The Central Range of New Guinea is an orogenic belt up to 100 km wide and more than 1300 km long with numerous peaks over 3 km high. The orogen was generated since the middle Miocene by the collisional underthrusting of the northern passive margin of the Australian continent into a north-dipping subduction zone beneath the Melanesian island arc. South of Puncak Jaya, the highest peak in New Guinea, Pliocene–Pleistocene uplift and unroofing have exposed Tertiary carbonates and Mesozoic clastic rocks of a rift and passive-margin sequence above unmetamorphosed Paleozoic strata and greenschist-facies slates probably of Precambrian age. Eight magmatic apatite samples from Pliocene intrusions of intermediate composition in the Gunung Bijih (Ertsberg) mining district at the crest of the Central Range in Irian Jaya, Indonesia, yield pooled fission-track ages ranging between 3.7 ± 0.9 and 2.0 ± 0.3 Ma (±1σ). Long etchable mean track lengths (>14 µm) and narrow track length distributions indicate rapid cooling, as expected for shallow-level intrusions. These track-length data and the observation that the Grasberg pluton was emplaced into its own volcanic cover indicate that <2 km of material has been eroded from the top of this part of the range since the Pliocene. Seven detrital apatite samples from the Triassic-Jurassic Tipuma and the Carboniferous–Permian Aiduna Formations and apatite from two igneous dikes exposed halfway down the southern slope of the range yield pooled fission-track ages ranging between 2.7 ± 0.7 and 2.0 ± 0.5 Ma (±1σ).
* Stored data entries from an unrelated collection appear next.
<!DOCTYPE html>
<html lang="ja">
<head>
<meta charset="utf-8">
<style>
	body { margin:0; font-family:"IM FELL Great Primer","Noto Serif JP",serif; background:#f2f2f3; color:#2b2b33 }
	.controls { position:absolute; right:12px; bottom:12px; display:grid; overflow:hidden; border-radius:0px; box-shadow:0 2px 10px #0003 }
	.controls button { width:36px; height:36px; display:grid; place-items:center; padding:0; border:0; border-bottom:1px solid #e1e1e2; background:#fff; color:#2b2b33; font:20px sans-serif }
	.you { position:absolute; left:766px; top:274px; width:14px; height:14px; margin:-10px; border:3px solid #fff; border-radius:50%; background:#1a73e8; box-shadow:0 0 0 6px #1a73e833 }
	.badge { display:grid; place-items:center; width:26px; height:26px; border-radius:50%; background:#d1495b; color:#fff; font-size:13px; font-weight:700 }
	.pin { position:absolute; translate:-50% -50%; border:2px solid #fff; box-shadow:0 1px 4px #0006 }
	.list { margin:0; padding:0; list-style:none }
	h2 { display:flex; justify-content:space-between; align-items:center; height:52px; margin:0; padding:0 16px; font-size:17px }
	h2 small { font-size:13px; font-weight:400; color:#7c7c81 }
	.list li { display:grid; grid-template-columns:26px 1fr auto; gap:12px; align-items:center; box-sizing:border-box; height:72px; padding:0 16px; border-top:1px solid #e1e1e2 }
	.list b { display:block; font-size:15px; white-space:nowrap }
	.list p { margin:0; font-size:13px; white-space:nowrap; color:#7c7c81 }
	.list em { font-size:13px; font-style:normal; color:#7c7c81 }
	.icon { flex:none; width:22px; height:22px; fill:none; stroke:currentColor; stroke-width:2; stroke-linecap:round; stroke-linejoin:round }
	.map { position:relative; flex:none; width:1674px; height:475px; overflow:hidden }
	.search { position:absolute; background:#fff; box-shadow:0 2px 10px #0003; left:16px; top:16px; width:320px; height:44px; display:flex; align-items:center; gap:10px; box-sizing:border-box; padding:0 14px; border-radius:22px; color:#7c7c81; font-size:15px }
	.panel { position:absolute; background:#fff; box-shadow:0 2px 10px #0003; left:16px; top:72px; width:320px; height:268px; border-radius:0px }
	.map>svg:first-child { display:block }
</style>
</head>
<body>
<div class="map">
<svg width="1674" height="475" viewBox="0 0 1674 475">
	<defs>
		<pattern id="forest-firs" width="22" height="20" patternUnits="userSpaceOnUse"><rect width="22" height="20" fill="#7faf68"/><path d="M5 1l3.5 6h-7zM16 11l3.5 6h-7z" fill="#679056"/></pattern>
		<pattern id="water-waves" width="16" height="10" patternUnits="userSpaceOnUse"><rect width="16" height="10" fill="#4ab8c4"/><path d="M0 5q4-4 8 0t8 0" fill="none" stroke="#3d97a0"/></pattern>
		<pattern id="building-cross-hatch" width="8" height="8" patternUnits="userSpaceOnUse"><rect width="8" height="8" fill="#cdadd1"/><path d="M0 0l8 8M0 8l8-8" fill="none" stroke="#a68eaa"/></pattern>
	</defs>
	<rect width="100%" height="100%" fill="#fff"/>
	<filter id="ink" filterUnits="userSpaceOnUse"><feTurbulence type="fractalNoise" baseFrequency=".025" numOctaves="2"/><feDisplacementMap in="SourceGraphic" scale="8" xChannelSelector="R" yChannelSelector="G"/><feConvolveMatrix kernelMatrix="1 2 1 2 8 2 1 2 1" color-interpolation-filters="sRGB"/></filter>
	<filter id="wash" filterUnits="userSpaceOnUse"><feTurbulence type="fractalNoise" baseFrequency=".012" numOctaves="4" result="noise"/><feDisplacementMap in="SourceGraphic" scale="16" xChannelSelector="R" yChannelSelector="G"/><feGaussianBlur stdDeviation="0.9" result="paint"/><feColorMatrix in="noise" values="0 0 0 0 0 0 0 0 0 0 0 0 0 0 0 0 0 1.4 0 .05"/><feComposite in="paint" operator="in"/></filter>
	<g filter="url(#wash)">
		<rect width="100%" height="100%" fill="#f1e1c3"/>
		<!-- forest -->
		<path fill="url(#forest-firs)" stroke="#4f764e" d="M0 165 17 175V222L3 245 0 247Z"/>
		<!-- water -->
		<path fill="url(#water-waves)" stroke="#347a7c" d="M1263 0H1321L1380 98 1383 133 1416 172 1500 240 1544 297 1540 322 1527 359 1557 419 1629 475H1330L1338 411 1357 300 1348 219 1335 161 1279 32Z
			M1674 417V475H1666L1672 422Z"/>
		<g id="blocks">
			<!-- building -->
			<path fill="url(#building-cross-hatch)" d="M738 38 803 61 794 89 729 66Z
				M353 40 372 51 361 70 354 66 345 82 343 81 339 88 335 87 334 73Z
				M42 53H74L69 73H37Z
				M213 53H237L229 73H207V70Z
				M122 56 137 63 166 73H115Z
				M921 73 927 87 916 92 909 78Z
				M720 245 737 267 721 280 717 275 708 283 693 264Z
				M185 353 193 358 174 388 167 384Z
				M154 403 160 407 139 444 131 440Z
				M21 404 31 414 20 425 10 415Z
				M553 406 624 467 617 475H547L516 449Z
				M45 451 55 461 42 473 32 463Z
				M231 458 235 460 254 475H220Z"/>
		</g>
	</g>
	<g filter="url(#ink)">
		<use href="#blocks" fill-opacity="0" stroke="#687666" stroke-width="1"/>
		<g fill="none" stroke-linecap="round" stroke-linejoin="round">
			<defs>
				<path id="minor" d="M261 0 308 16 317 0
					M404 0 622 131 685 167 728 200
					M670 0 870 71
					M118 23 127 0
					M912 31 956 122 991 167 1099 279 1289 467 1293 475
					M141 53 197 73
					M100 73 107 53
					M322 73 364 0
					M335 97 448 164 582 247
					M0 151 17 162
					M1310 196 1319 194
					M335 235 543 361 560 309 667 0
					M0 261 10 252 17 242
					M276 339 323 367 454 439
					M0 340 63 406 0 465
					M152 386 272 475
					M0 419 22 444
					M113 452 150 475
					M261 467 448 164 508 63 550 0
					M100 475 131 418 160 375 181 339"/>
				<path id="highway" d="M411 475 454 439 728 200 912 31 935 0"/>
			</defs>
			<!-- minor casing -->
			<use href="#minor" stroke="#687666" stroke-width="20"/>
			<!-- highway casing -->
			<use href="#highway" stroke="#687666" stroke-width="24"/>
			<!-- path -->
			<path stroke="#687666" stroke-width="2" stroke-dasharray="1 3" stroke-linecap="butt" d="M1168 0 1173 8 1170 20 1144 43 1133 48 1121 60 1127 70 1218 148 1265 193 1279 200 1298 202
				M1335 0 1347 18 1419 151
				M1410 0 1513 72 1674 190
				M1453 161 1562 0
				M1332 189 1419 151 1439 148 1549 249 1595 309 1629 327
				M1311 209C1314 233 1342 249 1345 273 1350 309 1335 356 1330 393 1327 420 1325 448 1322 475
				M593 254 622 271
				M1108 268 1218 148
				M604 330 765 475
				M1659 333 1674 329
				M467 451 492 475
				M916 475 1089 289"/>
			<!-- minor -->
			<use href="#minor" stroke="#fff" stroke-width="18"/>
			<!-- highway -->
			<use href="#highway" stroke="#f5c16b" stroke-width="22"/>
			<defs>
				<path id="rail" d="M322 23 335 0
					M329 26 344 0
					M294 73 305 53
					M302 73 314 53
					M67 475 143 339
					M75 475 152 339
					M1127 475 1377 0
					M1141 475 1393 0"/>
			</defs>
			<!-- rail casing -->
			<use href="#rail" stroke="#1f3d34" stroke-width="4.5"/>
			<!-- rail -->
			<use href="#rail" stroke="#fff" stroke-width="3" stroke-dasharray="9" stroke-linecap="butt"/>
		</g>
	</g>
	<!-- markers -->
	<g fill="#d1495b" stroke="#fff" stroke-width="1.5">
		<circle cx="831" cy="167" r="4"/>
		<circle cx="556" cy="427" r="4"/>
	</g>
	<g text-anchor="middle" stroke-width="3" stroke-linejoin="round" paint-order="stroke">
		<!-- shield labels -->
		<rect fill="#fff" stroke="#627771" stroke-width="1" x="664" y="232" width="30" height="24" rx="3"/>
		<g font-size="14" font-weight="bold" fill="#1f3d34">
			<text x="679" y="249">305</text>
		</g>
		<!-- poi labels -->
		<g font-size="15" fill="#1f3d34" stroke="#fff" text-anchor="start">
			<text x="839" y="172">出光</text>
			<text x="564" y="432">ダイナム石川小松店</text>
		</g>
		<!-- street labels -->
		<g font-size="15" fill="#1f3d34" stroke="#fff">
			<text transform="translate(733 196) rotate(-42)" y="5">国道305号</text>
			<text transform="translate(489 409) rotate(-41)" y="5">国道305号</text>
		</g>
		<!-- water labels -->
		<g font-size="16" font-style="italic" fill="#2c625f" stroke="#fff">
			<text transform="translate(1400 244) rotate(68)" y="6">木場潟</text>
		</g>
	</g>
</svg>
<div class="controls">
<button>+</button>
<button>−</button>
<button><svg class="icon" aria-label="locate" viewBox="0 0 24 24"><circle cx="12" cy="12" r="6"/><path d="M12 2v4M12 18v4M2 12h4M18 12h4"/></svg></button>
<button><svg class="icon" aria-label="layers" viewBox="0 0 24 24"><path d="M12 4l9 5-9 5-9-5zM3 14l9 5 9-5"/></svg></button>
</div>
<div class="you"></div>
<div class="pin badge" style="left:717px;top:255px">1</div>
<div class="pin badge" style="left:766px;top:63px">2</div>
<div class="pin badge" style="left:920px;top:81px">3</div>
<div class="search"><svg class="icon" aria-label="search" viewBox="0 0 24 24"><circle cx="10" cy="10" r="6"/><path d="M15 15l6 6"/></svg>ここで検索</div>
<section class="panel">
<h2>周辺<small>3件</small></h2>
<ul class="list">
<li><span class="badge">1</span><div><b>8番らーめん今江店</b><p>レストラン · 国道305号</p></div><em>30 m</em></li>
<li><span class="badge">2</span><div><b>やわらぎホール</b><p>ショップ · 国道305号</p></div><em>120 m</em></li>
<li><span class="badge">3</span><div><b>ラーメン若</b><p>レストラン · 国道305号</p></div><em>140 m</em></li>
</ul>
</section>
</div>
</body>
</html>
Etchable mean track lengths of ≈9–12 µm and wide track length distributions indicate slower cooling compared to the Pliocene intrusions. Complete resetting of provenance fission-track ages in detrital apatite requires burial deeper than ≈4 km. Unroofing rates are ≈1.7 km/m.y. on the southern flank of the range but >0.7 km/m.y. at the crest. These fission-track data combined with local and regional geologic relationships indicate that unroofing of the Irian fold belt occurred at least two and a half times faster, and perhaps more than five times faster, on the lower slope than at the crest. This difference is probably due to regional weather patterns that result in up to ≈ 11 m/yr of orographically induced precipitation on the southern slope of the Irian Central Range but only ≈3 m/yr near the highest elevations.